I should add that my position makes virtually no practical difference to the discussions in the next four chapters. Almost all of the effect sizes I report are plain vanilla Cohen’s d. I have given so much space to this topic because I think that treating effect sizes individually or averaging them has underestimated male-female differences. If you are unpersuaded, I will rest my case with the example of sex differences in the human face. Adult female and male faces are distinguished by dozens of tiny morphological differences. But they add up. Consider the following two faces:
Source: Adapted from Rhodes, Jeffery, Watson et al. (2004).

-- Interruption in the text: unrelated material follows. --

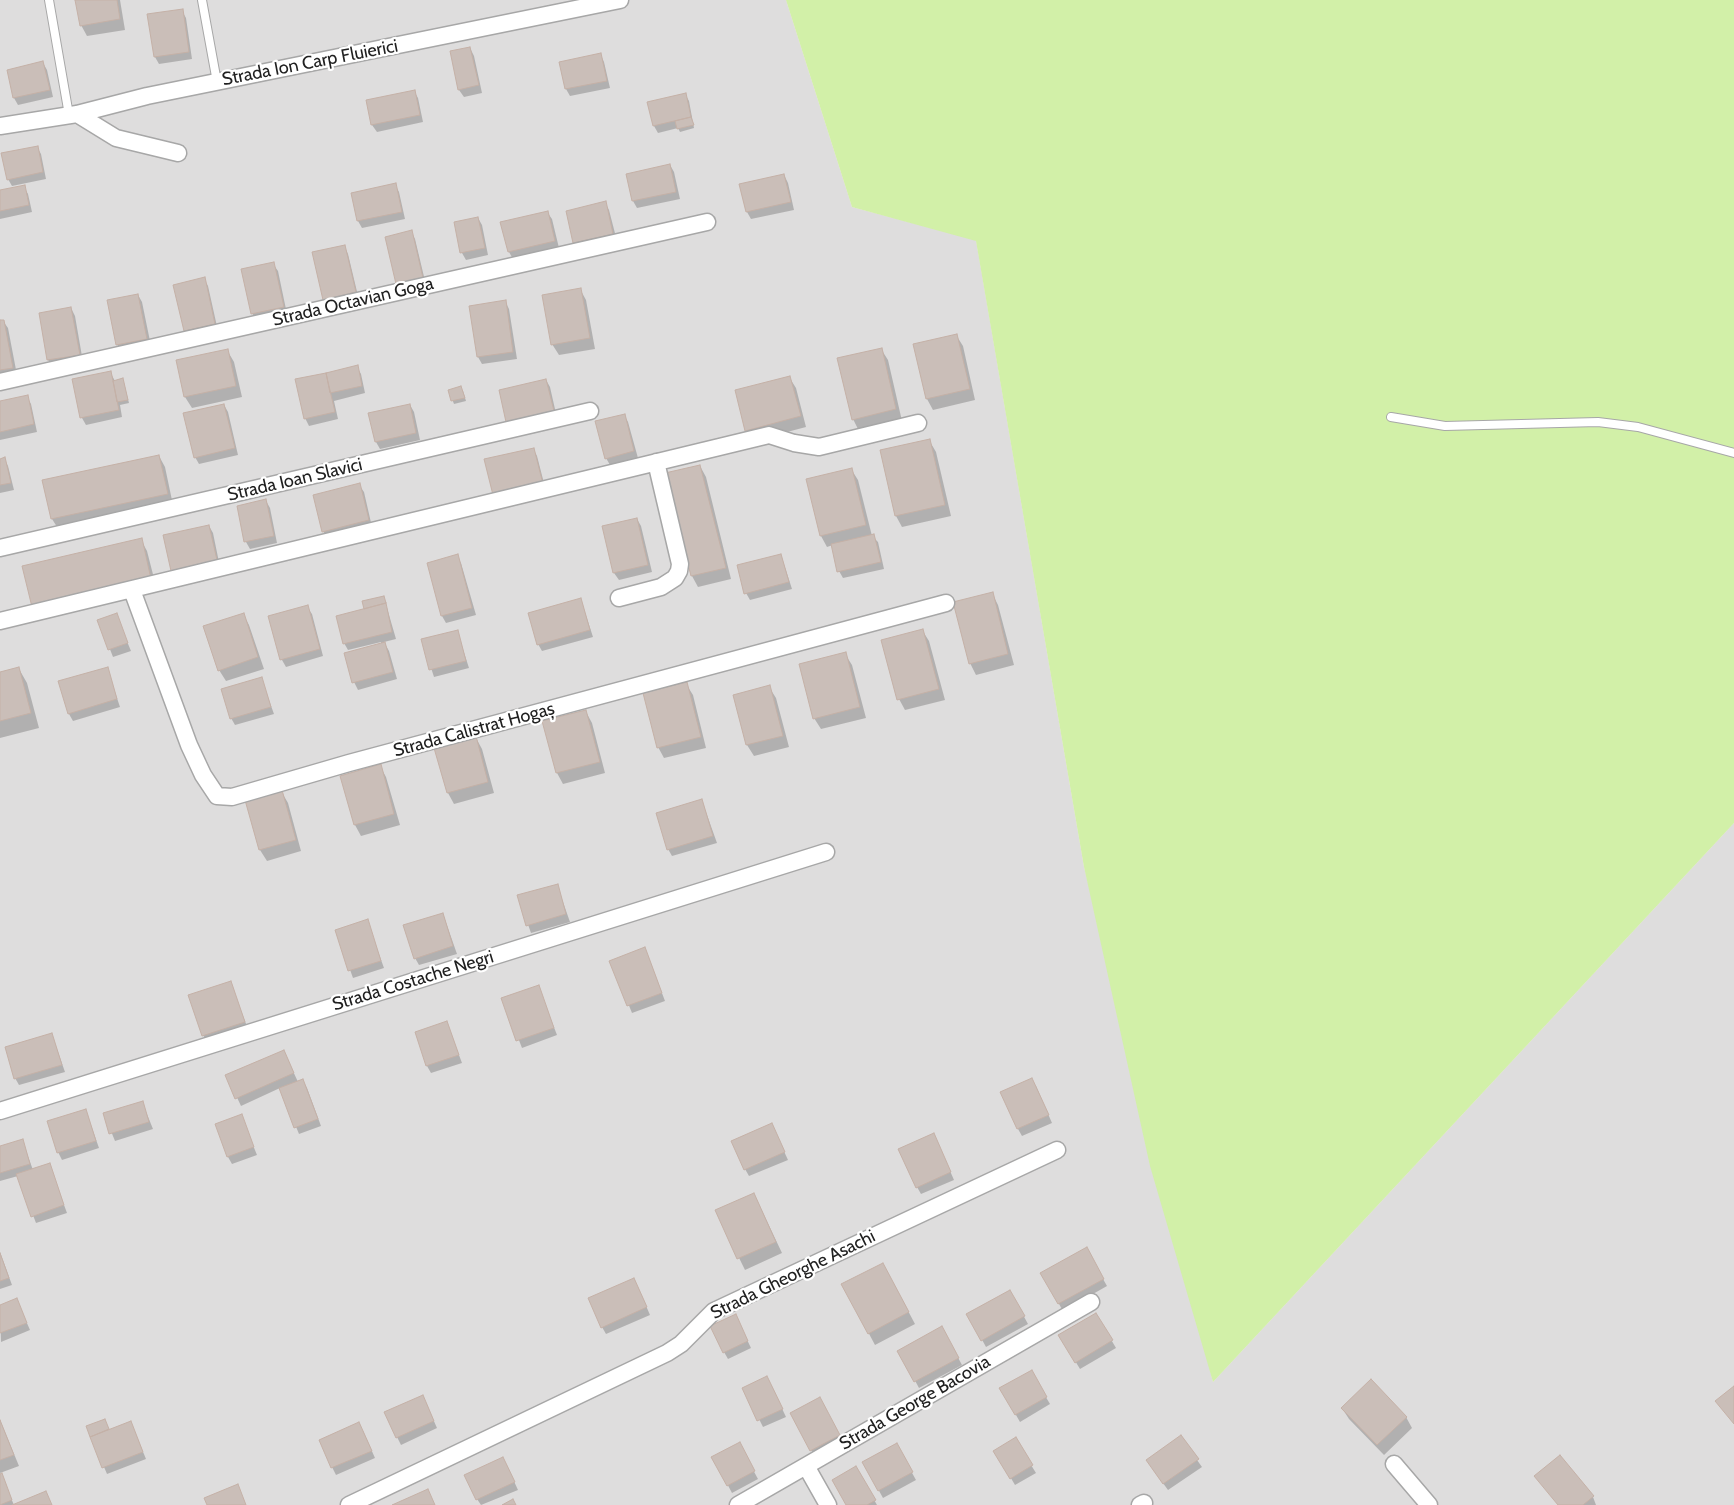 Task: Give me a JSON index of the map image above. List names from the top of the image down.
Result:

Describing precisely why those two faces are so obviously a female’s on the left and a male’s on the right is daunting. The individual differences are almost imperceptible. But one thing is sure: To average out all those tiny individual differences and conclude that “male and female faces are virtually indistinguishable” would be ridiculous. The estimate of overall sex difference in faces must be expressed as some sort of aggregation. I submit that the same holds true for all sex differences comprised of functionally distinctive but conceptually related traits.
2
Sex Differences in Personality
Proposition #1: Sex differences in personality are consistent worldwide and tend to widen in more gender-egalitarian cultures.
Bimbo. Jock. Feminine. Macho. A great lady. A true gentleman. Males and females have been stereotyping each other from time out of mind, positively and negatively. Almost all of the stereotypes are about personality characteristics that are thought to break along the lines of sex. Some do and some don’t. At the end of the review of the evidence in this chapter, I defy anyone to conclude that either sex has a superior personality profile. They’re just different. Some of the most coherent ways they’re different correspond to the People-Things dimension.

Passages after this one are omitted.